▸ **AIM OF THE TASK**: Among the following entries, how many lines hold the string "bottom"? State only the number.

BEGIN RECORDS FOR THIS TASK

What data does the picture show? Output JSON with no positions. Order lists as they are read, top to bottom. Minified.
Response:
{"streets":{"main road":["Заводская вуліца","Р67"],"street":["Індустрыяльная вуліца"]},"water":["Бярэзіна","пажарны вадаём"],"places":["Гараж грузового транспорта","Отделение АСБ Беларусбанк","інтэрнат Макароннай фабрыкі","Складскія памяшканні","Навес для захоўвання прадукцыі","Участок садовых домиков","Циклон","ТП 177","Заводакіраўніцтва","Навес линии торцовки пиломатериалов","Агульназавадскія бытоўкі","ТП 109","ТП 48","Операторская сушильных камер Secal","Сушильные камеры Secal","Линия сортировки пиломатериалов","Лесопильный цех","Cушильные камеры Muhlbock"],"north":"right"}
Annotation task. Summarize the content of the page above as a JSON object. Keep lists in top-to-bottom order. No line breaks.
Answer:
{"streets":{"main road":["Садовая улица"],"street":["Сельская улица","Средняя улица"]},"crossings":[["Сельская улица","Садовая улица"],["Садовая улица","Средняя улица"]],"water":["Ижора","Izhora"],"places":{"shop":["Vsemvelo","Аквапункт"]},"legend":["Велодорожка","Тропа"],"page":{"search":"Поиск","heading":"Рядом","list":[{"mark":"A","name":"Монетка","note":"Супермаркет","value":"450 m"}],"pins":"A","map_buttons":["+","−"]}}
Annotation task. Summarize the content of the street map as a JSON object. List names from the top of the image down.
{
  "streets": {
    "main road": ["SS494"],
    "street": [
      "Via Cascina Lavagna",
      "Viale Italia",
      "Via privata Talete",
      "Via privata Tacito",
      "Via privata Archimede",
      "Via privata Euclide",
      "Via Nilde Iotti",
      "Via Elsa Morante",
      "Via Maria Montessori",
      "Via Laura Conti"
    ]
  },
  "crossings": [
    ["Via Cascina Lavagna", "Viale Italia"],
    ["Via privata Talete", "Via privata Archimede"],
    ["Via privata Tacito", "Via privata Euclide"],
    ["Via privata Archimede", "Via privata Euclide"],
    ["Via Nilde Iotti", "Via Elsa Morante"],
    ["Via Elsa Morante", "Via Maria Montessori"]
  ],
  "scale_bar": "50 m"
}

END RECORDS FOR THIS TASK

▸ **RESULT OF THIS EXERCISE**: 2